Rassegna Stampa

Benedetto e Francesco. Due Papi per una Chiesa. Antonio Socci: patto segreto?

Benedetto e Francesco. Due Papi per una Chiesa. Antonio Socci: patto segreto?  ROMA – Chi è il vero Papa? Francesco, Jorge Mario Bergoglio, o Benedetto XVI, Joseph Ratzinger? C’è un solo Papa o ce ne sono due? Ci possono essere due Papi? Ma se la Chiesa ammette un solo Papa, perché Benedetto XVI si è fatto chiamare Papa emerito? Quali sono le radici dell’atteggiamento di Francesco che chiama Benedetto XVI Sua Santità? C’è forse un patto segreto fra di loro, i due Papi?

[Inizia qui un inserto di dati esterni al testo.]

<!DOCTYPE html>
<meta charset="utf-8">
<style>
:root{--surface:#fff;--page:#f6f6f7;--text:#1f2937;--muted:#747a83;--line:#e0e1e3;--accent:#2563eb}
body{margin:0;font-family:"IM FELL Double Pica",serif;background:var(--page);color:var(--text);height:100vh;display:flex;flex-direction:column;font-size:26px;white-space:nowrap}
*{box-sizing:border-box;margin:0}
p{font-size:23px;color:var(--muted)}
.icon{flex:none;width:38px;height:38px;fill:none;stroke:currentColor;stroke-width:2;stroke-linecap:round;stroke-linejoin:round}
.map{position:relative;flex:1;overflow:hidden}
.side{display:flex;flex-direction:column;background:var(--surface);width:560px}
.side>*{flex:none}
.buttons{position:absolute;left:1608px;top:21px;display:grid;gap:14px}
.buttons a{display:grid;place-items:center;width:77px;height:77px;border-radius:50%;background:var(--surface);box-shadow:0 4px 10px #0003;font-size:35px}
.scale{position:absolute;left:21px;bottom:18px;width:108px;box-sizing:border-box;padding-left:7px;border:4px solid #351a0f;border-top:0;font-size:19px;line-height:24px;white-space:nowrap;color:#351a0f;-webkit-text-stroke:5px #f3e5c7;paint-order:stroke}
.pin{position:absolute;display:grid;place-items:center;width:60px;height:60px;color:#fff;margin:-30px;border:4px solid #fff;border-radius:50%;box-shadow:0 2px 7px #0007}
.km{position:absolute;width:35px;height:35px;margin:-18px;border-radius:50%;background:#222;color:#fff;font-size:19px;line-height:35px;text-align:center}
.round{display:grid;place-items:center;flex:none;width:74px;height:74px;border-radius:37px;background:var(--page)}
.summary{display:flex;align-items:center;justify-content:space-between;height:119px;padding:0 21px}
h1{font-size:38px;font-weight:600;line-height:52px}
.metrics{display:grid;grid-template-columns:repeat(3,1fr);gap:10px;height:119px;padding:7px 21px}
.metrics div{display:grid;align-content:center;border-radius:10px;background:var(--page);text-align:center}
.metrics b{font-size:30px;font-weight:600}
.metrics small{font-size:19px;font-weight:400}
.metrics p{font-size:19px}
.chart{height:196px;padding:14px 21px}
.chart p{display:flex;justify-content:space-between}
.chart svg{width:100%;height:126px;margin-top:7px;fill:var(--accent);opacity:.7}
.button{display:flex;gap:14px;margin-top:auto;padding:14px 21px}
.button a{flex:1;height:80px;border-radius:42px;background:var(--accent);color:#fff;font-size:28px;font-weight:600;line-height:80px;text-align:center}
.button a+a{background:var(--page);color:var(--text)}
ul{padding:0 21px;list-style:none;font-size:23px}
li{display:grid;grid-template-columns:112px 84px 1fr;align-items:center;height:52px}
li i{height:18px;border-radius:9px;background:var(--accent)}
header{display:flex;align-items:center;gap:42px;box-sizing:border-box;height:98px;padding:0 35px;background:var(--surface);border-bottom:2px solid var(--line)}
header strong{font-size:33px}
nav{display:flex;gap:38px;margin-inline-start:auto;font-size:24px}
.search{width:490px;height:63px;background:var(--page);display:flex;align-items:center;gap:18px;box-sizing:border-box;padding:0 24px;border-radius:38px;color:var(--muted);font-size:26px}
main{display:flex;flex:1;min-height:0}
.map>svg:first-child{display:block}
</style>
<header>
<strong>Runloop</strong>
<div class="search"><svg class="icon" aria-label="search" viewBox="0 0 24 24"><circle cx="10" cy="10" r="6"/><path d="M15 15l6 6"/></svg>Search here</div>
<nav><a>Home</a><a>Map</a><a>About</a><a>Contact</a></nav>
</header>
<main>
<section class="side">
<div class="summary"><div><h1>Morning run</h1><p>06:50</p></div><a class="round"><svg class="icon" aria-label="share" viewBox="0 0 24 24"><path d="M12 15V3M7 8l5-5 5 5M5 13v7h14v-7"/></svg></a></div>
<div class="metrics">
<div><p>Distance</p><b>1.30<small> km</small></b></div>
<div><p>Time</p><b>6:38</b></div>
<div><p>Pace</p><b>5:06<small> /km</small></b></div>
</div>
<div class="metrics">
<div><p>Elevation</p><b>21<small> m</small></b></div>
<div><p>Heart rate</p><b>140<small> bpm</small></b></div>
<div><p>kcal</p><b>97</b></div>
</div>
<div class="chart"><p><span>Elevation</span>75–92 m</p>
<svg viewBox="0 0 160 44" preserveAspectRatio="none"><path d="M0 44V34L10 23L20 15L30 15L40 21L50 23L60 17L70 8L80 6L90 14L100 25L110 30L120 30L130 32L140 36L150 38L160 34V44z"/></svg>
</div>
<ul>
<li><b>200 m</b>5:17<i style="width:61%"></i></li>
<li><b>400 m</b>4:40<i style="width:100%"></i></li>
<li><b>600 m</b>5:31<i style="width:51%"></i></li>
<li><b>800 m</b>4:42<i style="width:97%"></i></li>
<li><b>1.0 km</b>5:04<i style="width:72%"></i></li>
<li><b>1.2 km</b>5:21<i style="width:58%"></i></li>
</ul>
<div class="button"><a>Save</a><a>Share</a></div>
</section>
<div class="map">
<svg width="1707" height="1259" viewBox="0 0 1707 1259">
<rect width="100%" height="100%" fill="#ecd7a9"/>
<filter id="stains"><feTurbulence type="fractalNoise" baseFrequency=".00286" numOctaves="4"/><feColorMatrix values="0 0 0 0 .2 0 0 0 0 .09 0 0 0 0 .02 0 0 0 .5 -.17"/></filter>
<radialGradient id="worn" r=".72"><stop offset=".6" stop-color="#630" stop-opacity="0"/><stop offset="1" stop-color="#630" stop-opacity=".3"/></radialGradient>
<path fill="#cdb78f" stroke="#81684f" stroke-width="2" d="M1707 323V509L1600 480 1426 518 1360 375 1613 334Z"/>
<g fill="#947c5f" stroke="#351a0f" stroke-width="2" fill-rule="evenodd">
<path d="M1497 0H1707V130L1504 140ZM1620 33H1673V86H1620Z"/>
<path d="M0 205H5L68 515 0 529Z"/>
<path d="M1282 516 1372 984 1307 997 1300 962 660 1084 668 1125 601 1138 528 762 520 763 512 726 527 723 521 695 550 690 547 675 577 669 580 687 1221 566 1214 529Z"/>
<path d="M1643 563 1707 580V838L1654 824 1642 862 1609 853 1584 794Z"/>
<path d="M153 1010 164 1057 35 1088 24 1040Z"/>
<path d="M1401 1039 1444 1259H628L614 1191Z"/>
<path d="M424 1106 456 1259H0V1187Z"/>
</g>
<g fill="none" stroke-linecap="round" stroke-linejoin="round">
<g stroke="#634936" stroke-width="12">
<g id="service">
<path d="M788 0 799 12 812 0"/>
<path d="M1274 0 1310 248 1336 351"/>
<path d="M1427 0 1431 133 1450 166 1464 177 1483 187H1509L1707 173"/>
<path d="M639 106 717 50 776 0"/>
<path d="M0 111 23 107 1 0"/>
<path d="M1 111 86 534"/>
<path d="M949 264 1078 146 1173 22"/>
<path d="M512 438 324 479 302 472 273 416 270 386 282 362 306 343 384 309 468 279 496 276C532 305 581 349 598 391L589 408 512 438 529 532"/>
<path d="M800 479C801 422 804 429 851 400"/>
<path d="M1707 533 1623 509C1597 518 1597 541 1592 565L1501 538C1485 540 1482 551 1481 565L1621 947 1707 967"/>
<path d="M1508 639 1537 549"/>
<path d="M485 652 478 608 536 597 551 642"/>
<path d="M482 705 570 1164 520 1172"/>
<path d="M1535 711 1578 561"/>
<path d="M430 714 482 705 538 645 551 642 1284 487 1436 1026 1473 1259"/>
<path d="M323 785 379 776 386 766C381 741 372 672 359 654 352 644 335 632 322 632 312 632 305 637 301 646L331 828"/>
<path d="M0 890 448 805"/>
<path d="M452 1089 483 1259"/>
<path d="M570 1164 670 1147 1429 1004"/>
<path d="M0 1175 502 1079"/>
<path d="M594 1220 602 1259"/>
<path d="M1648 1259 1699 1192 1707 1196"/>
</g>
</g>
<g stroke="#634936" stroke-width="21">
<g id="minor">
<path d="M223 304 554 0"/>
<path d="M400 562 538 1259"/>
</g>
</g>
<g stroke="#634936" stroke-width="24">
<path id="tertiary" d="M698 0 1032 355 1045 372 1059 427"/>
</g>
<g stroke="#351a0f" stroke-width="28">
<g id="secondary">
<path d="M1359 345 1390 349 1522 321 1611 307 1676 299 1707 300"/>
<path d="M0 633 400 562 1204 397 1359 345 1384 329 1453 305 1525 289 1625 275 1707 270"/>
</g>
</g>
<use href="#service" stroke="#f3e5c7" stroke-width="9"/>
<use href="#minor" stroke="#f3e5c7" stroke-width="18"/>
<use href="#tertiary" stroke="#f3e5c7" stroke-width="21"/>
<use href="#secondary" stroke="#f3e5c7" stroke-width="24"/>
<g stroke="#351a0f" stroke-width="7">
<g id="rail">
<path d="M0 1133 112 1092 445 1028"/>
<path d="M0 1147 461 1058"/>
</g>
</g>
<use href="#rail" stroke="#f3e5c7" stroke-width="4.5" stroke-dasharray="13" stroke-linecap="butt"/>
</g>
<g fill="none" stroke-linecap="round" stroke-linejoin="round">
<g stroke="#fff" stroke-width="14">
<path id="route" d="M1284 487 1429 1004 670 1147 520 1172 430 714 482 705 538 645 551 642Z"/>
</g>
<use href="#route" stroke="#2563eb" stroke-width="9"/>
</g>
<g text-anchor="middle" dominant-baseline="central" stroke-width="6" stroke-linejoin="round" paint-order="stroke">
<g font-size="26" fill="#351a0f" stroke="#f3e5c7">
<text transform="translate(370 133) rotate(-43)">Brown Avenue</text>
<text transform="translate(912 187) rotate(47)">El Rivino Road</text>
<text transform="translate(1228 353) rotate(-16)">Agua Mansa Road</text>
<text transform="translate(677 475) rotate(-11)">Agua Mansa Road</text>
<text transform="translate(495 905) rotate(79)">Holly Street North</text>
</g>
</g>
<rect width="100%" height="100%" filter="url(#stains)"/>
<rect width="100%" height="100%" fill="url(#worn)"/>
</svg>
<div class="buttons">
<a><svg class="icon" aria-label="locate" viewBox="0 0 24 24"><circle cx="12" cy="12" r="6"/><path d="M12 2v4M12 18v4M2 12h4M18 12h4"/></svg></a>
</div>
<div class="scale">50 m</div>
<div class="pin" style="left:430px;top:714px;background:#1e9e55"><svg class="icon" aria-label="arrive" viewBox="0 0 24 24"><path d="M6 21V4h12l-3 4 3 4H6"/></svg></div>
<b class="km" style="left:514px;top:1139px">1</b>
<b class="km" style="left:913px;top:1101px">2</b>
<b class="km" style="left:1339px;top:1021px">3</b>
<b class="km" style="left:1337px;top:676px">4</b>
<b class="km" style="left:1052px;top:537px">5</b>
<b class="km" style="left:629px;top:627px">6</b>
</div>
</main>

Se lo è chiesto Antonio Socci su Libero e a leggere il suo articolo, i dubbi vengono anche a chi è meno esperto e competente in materia di Chiesa. Secondo Antonio Socci

“ci si deve chiedere che tipo di «ritiro» sia stato quello di Benedetto XVI”.

Benedetto XVI, ricorda Antonio Socci, conserva veste, titolo di «Sua Santità » e stemma pontificio,

“peraltro perfettamente riconosciuti da papa Francesco che l’11 febbraio scorso diffondeva questo tweet: «Oggi vi invito a pregare per Sua Santità Benedetto XVI, un uomo di grande coraggio e umiltà». ..Una situazione totalmente nuova nella storia della Chiesa.

Nei secoli passati infatti ci sono stati, e più volte, contrapposizioni di papi e antipapi, perfino tre per volta. Non c’erano mai stati invece due papi in comunione, che si riconoscevano a vicenda. Ho detto «due papi» considerando che uno dei due è il papa precedente, diventato «papa emerito », e che si tratta di una figura del tutto inedita.

Qual è infatti il suo status teologico? E cosa significa il ritiro dal solo «esercizio attivo» del ministero petrino?

Benedetto XVI, parlando ai cardinali prima del Conclave, ha anticipato la sua reverenza e obbedienza al successore. Tale è in effetti l’atteggiamento di Benedetto verso Francesco.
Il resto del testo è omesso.